327	(1) 	A party may at any time apply to the Court for a determination that there has been delay on the part of another party in an action or proceeding and, where the Court so determines, the Court

(a) 	may, with or without terms, dismiss the action or proceeding for want of prosecution or give directions for the speedy determination of the action or proceeding; or


(b) 	shall dismiss so much of the action or proceeding as relates to the applicant, where for five years or more years no step has been taken that materially advances the action or proceeding.

1. 	Non discretionary dismissal pursuant to Subrule 327(1)(b)

[21]	The purpose of Subrule 327(1)(b) is to encourage the expeditious and efficient resolution of civil matters.  Rowe v.
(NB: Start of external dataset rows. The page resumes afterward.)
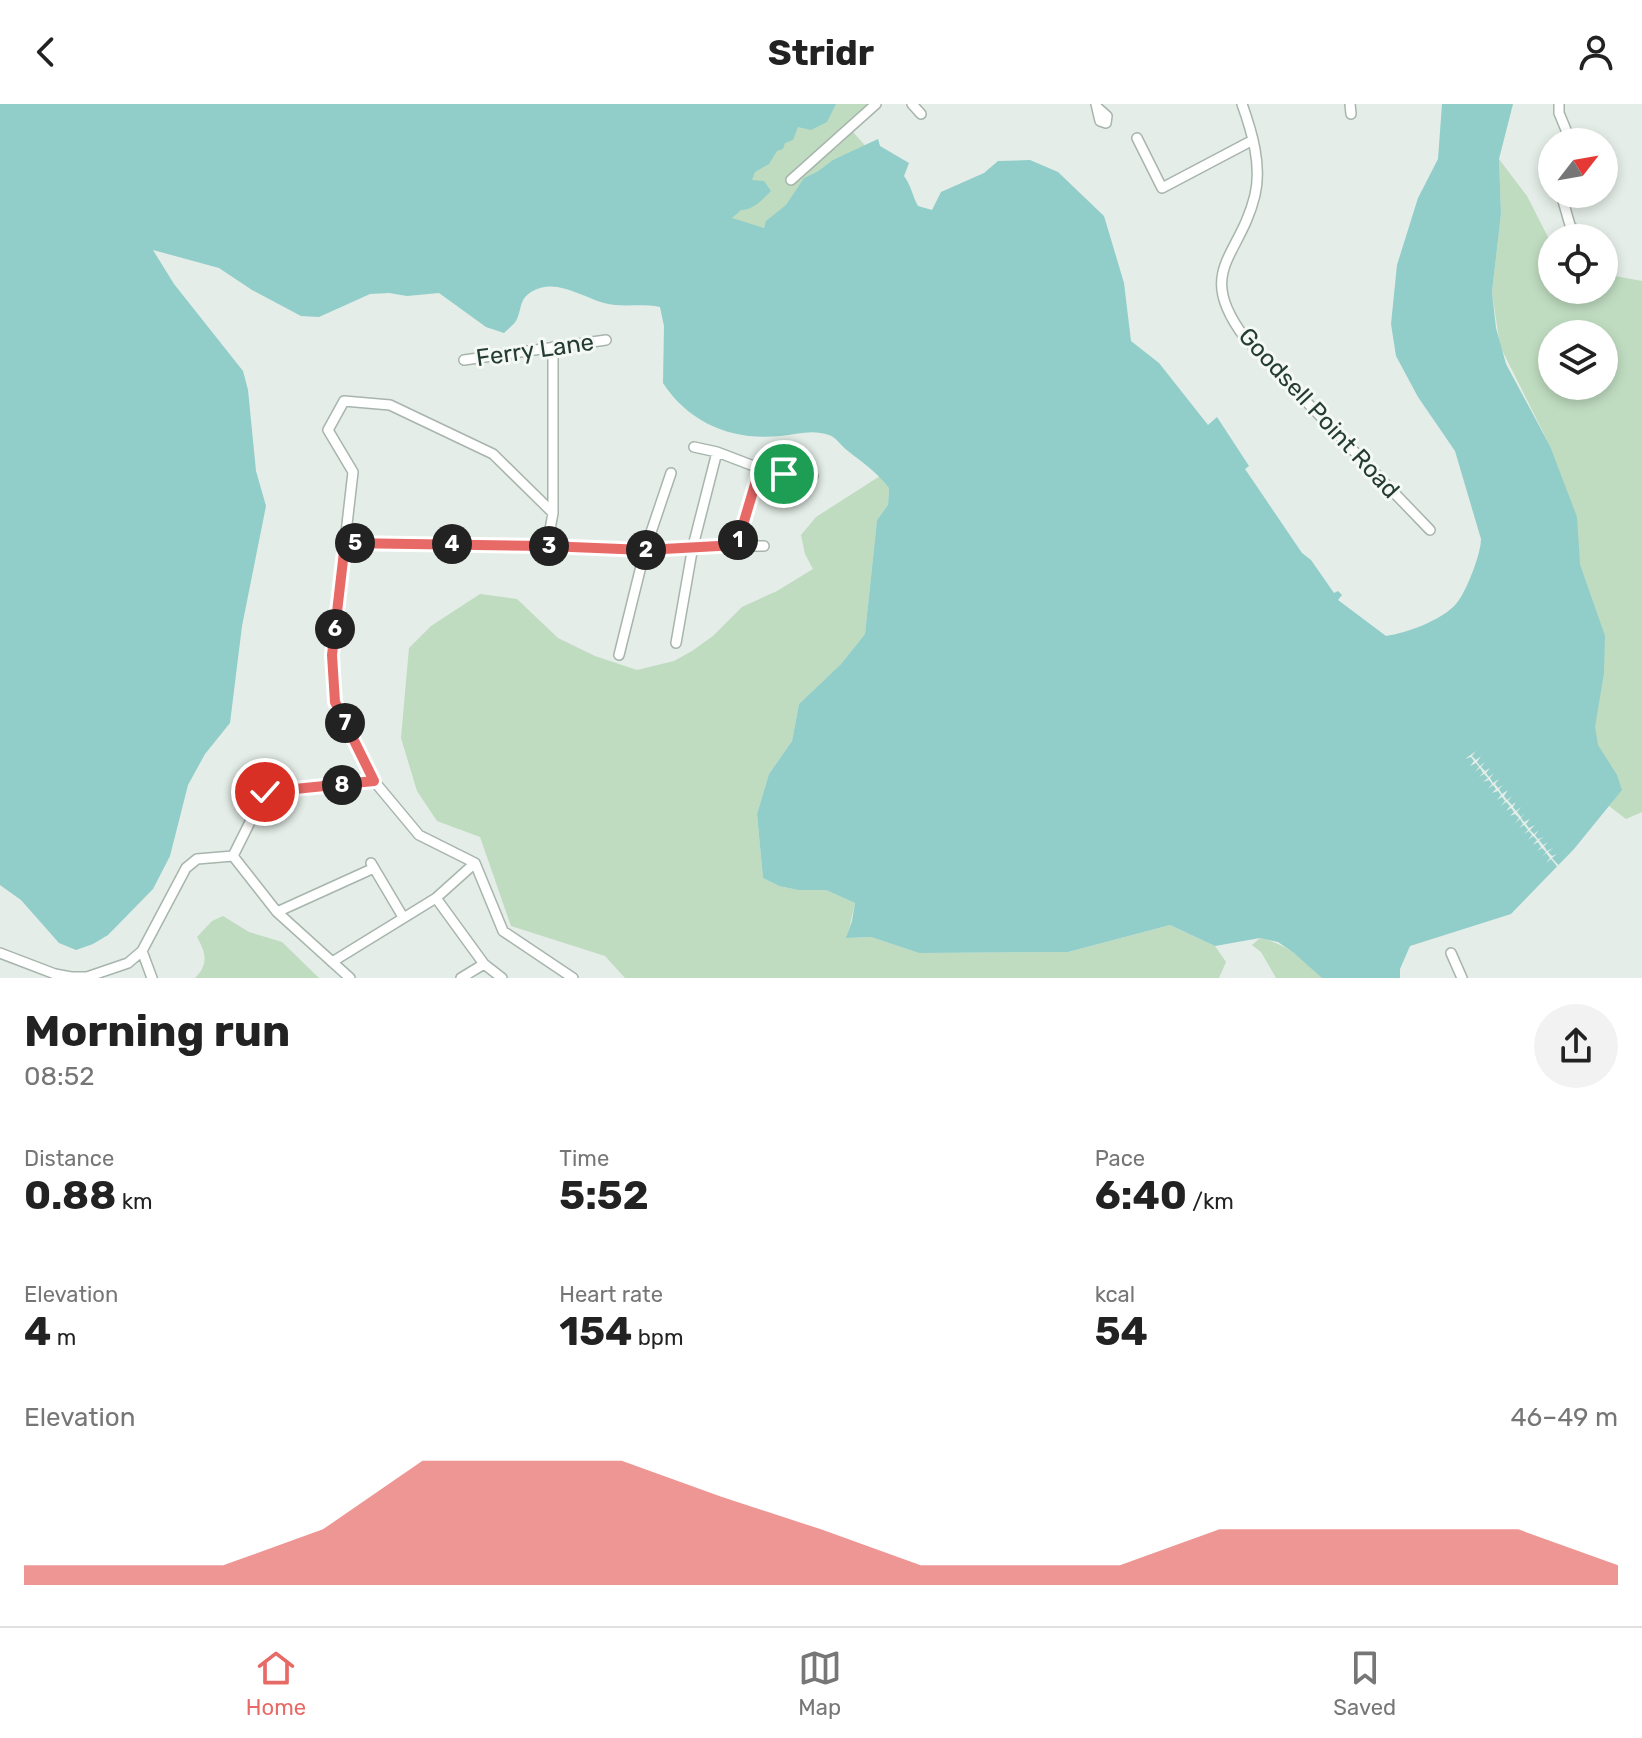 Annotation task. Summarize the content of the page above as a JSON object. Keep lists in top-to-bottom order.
{
  "streets": {
    "street": ["Ferry Lane", "Goodsell Point Road"]
  },
  "north": "top right",
  "page": {
    "header": "Stridr",
    "pins": [
      "1",
      "5",
      "4",
      "3",
      "2",
      "6",
      "7",
      "8"
    ],
    "heading": ["Morning run", "08:52"],
    "stats": [
      ["Distance", "0.88 km"],
      ["Time", "5:52"],
      ["Pace", "6:40 /km"],
      ["Elevation", "4 m"],
      ["Heart rate", "154 bpm"],
      ["kcal", "54"]
    ],
    "chart": ["Elevation", "46–49 m"],
    "tabs": ["Home", "Map", "Saved"]
  }
} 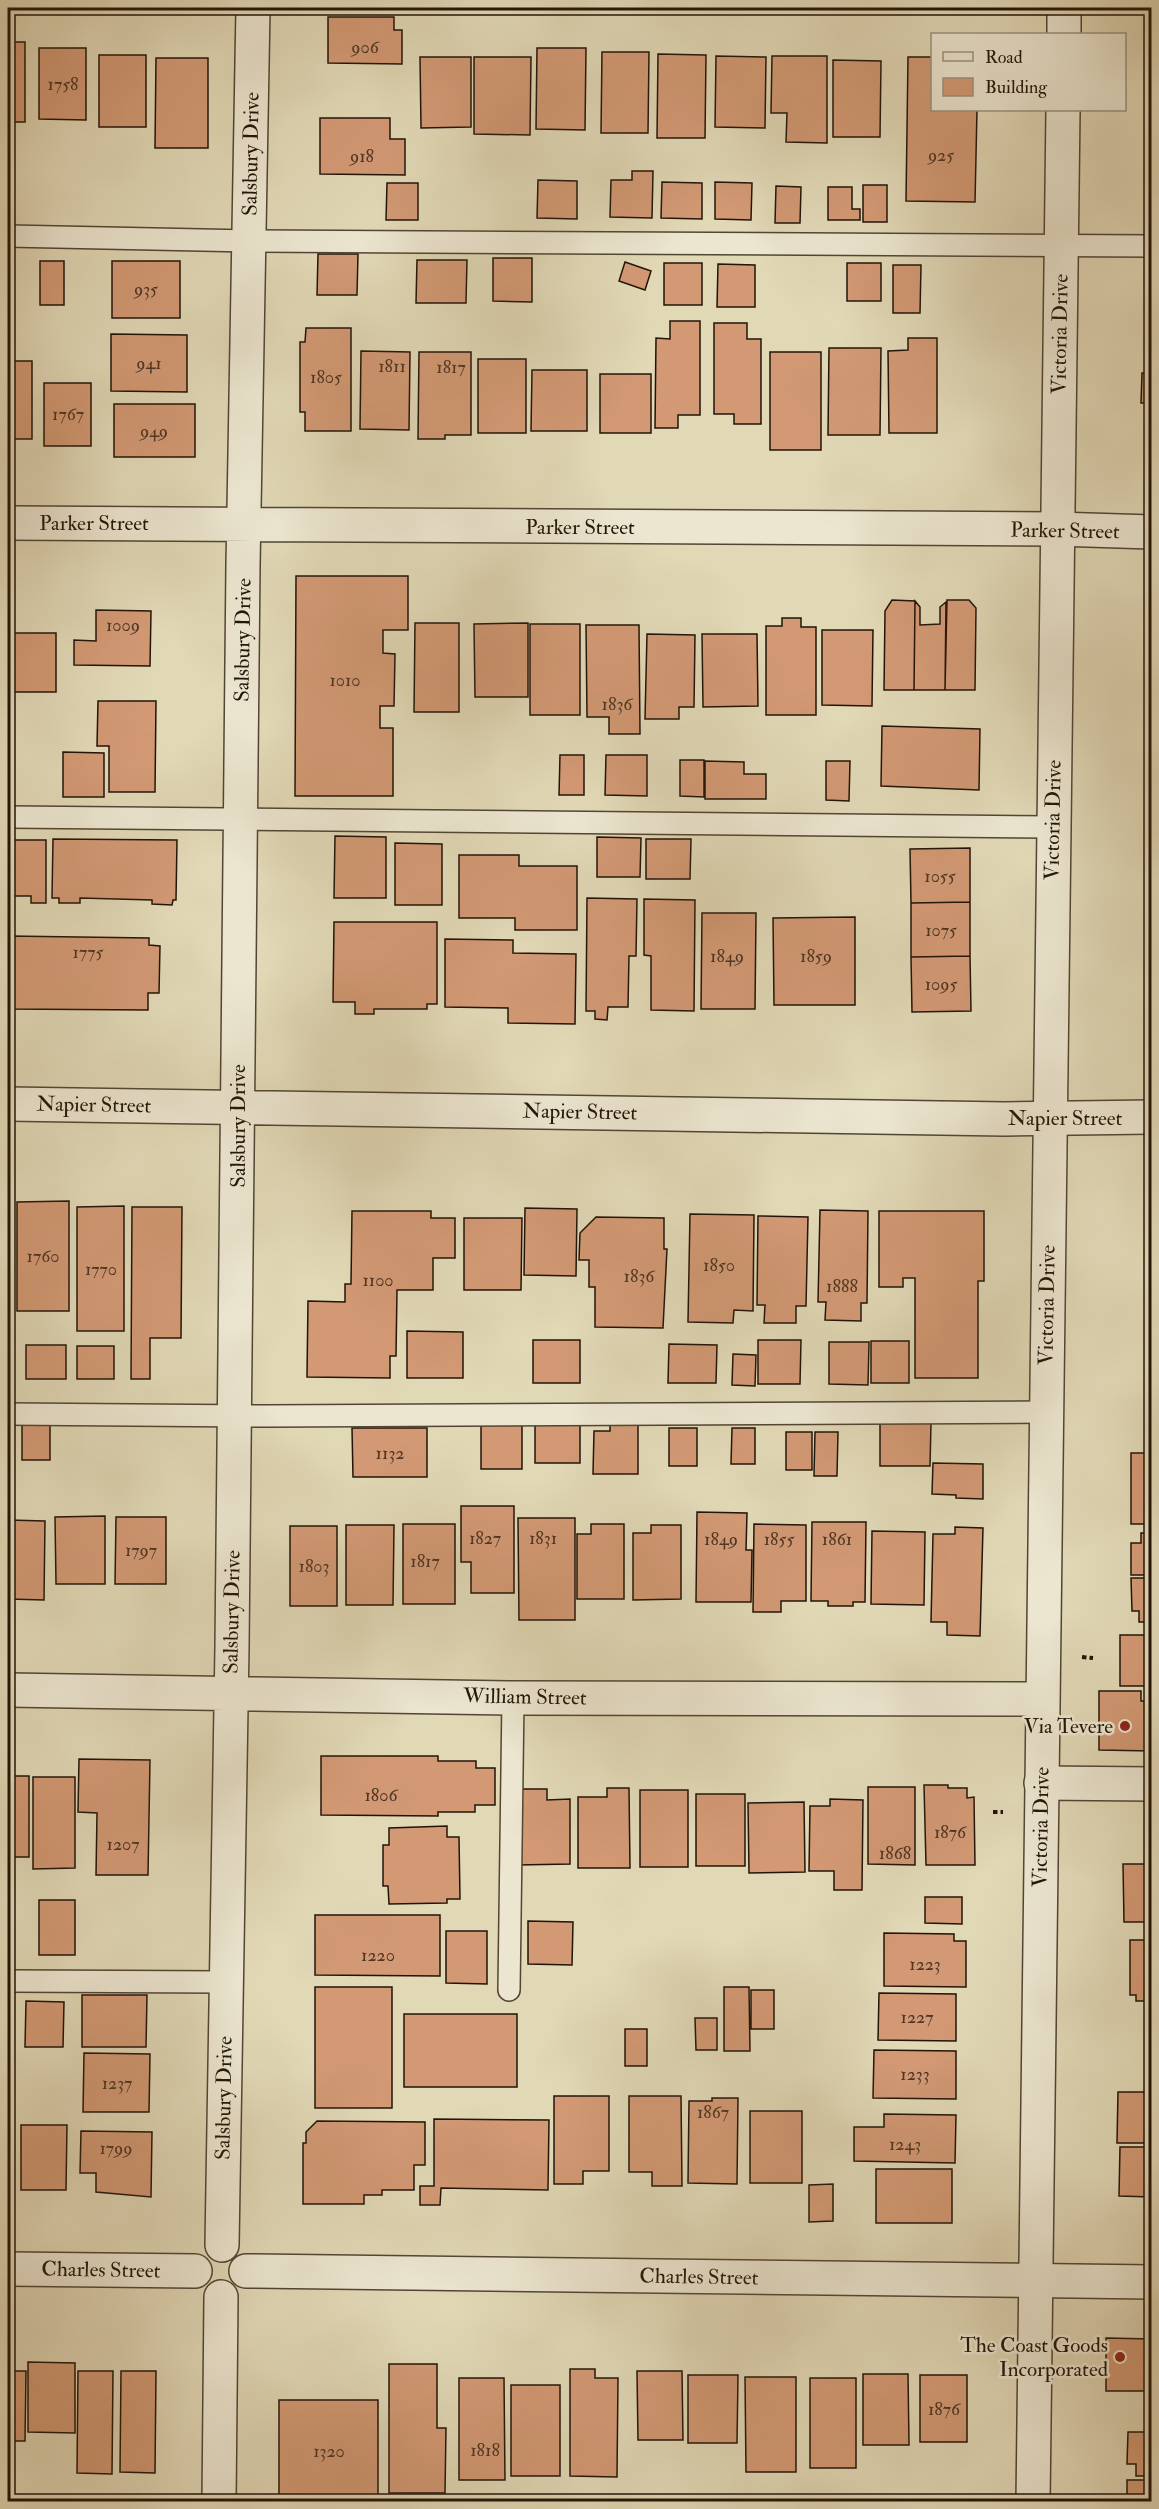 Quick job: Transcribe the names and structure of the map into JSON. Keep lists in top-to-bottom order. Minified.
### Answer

Rowe [2007] N.W.T.J. No.83, at para. 5; Mukpaloo v. McKay [2002] N.W.T.J. No.10, at para.15.  It is a mandatory rule:  if the Court finds that it has been more than five years since any step has been taken to materially advance the action, the action must be dismissed.

[22]	The relevant time frame is the period of five years before the date on which the motion for dismissal is filed.  Kell v. Senych Estate [2003] N.W.T.J. No.74, at para.13.  The Notice of Motion was filed on June 13, 2008, so the issue is whether any step has been taken that materially advanced the action between that date and  June 13, 2003.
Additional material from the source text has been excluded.